Mi hermano y yo shapeamos nuestra primera tabla en 1968, a partir del foam de un longboard. Realmente no sabíamos lo que estábamos haciendo, y no hace falta decir que aquello fue un completo desastre. No había muchos shapers a nuestro alrededor. John Sholmer, de Silverstrand Surfboards, era la referencia en Oxnard. Antes de esa primera tabla nunca habíamos visto cómo se daba forma a un foam, así que lo shapeamos con las herramientas que teníamos a mano en nuestro garaje: sierras, cuchillas y bloques de lija. Nuestro método se acercaba más al trabajo de un escultor con la madera.

En 1970 la vanguardia de surf estaba en tablas con diseños cada vez más cortos, de 5'4'' a 5'8''. También en el surf que practicaban Wayne Lynch, Nat Young, Ted Spencer, David Treloar, Midget Farrelly o Terry Fitzgerald, y en las imágenes que se veían en películas como "Evolution", "Morning of the Earth" y "Sea of ​​Joy". 

Pero aquellas tablas tenían muchas limitaciones en términos de velocidad y control, sobre todo en olas con fuerza y tamaño. Nosotros queríamos surfear en olas más grandes, y tras contarle a nuestro padre nuestros problemas, él sugirió que probásemos a colocar 3 quillas. Repasando los apuntes sobre diseño de cascos de buques e hidrodinámica que nuestro padre había recopilado durante años, encontramos un dibujo de un velero de 1876 con 2 largas aletas en sus costados que nos sirvió de inspiración.

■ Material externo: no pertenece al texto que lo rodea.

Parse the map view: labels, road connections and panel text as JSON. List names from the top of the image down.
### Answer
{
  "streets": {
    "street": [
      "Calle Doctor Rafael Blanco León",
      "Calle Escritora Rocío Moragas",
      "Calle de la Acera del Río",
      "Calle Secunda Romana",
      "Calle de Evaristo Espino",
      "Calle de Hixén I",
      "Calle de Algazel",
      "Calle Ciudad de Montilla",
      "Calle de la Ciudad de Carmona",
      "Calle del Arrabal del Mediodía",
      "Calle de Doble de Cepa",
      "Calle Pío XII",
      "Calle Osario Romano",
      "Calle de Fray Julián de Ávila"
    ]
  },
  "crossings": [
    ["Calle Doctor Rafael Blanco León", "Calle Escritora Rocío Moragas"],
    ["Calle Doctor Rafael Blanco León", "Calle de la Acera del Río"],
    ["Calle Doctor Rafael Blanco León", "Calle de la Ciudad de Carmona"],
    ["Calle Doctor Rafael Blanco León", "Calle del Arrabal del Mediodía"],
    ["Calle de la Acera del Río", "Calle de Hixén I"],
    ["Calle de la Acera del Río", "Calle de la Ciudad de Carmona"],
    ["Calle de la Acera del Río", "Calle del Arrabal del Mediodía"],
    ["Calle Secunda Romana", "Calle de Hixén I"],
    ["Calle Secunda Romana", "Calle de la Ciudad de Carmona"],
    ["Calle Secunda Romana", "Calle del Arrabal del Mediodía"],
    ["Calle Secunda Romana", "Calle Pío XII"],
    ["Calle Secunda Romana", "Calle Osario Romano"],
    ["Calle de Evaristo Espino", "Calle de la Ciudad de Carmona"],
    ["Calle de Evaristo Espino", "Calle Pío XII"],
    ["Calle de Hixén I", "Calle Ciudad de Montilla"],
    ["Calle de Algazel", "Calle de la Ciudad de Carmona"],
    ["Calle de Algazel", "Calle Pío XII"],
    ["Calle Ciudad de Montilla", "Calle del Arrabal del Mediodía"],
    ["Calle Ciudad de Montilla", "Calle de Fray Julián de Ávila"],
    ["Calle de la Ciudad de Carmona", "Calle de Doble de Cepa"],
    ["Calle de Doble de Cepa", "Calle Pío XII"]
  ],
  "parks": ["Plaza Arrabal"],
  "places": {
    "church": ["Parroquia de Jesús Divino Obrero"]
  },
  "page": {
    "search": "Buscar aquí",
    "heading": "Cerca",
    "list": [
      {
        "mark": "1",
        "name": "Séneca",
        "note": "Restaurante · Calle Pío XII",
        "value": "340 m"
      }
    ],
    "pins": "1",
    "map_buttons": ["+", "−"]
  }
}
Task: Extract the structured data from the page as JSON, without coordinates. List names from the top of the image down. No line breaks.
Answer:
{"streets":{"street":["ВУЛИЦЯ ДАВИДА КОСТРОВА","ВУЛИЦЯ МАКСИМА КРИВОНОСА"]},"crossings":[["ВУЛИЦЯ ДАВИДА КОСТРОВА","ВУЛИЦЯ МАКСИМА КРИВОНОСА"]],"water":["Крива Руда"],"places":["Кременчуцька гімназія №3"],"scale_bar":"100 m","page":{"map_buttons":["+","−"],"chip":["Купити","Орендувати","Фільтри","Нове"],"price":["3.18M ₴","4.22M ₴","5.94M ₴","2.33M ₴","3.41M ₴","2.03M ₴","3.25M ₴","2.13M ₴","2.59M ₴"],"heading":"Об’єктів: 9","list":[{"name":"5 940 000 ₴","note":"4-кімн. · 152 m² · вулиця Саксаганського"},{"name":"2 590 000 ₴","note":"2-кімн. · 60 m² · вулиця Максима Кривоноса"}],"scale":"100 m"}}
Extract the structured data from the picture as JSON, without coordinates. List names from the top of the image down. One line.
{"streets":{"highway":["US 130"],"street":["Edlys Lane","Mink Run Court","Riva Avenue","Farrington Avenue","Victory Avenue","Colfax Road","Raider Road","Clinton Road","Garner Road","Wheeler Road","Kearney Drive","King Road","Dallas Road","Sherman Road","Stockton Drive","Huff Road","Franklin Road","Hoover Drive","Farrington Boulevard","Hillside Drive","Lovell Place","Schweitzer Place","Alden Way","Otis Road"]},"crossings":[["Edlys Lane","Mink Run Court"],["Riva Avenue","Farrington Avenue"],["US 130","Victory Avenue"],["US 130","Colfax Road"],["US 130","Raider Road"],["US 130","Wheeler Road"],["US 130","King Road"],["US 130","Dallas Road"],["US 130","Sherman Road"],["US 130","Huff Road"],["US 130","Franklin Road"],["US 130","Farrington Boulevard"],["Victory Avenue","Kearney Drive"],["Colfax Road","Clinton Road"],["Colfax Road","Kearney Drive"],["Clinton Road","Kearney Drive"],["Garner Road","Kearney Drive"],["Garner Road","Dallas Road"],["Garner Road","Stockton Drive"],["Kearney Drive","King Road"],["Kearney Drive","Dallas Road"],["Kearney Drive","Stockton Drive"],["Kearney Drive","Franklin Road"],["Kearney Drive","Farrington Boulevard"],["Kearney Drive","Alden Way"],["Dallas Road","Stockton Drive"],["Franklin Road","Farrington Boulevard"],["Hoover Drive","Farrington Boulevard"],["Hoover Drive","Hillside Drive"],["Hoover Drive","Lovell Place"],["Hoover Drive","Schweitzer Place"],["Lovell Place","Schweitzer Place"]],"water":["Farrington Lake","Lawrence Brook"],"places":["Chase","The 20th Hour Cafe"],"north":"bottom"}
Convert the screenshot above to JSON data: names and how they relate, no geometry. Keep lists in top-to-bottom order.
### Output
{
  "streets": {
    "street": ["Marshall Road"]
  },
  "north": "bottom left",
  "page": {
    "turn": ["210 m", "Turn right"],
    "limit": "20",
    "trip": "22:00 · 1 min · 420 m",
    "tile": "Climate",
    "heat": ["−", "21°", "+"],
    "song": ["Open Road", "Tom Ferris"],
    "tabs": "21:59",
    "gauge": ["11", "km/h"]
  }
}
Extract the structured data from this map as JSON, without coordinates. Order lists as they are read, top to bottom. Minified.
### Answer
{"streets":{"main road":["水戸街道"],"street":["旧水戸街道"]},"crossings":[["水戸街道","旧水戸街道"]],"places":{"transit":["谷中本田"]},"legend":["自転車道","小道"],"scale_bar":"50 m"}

Teníamos claro que en términos de hidrodinámica existían diferencias importantes entre las tablas de surf y otras embarcaciones "náuticas". Las tablas no disponen de propulsión exterior, sino que se deslizan aprovechando su propia fuerza y utilizando la energía que proporciona la ola. Además una tabla cambia de dirección con frecuencia, del mismo modo que lo hace la forma de la superficie sobre la que se desliza. Incluso la densidad del agua cambia, cuando, por ejemplo, te deslizas en la parte alta de la ola y a continuación atraviesas una zona de agua blanca llena de espuma. Estábamos convencidos que bajo la tabla tenía que haber contornos y configuraciones de quillas que hiciesen que las tablas "se encendiesen", de modo que alcanzasen más potencia, fuese más fácil cambiar su trayectoria, y fuesen también más veloces. Pensábamos en las tablas como objetos capaces de generar energía, y no sólo como objetos que se deslizan. El resto fue cuestión de intuición. 

En aquellos años los materiales eran muy baratos. Comprábamos un foam por 15 dólares y lo glaseábamos por otros 10, así que podíamos dar rienda suelta a nuestra creatividad.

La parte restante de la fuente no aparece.